Required work. Search the records below for "Lines" and copy every line it turns up in.

Records to process.

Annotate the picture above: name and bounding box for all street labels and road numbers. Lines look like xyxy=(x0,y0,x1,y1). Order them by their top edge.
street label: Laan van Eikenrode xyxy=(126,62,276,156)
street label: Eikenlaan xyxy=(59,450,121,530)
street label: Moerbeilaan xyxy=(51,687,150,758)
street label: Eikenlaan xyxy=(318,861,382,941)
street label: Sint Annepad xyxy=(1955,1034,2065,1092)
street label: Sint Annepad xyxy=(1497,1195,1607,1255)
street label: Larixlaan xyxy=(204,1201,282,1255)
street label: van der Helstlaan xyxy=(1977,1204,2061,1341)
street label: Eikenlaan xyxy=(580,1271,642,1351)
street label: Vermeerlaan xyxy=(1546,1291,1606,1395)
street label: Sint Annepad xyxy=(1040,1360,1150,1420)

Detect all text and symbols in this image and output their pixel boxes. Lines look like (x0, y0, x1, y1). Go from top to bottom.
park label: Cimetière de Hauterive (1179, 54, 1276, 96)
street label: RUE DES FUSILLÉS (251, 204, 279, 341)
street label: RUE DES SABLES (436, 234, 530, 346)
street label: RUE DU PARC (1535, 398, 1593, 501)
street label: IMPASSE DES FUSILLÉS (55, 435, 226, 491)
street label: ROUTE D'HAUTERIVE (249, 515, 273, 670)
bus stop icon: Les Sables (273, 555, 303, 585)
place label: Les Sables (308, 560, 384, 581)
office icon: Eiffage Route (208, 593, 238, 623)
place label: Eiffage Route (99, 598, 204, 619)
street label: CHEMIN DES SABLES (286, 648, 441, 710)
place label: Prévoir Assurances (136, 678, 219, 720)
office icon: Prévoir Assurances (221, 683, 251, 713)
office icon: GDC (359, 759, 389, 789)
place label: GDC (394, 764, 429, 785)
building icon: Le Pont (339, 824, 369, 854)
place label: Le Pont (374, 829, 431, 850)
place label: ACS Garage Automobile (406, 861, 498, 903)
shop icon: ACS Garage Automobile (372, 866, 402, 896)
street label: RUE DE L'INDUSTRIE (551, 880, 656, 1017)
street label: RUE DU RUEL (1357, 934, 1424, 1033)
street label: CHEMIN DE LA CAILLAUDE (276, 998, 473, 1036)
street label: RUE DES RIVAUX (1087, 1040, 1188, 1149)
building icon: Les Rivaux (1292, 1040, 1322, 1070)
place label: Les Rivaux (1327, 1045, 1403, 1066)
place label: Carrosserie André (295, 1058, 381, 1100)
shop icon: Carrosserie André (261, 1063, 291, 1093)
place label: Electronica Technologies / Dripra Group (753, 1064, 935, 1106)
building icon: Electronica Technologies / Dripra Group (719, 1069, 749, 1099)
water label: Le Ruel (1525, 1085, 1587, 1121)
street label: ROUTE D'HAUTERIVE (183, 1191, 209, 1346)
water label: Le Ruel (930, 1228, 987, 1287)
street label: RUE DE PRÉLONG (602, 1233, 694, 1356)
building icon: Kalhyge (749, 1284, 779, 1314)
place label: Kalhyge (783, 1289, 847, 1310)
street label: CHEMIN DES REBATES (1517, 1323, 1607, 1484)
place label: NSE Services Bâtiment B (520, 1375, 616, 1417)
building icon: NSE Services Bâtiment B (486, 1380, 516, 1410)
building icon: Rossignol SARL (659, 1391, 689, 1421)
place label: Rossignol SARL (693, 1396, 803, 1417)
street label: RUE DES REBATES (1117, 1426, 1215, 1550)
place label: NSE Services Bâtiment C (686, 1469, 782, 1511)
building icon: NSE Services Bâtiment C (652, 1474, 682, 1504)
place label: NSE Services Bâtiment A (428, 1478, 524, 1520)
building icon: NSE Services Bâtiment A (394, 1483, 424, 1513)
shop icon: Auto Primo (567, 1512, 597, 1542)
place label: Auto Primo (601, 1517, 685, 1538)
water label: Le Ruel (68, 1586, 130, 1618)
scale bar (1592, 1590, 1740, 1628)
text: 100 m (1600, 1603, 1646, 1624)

Response.
Annotate the picture above: name and bounding box for all street labels and road numbers. Lines look like xyxy=(x0,y0,x1,y1). Order them by their top edge.
Detect all text and symbols in this image and output their pixel boxes. Lines look like (x0, y0, x1, y1). Go from top to bottom.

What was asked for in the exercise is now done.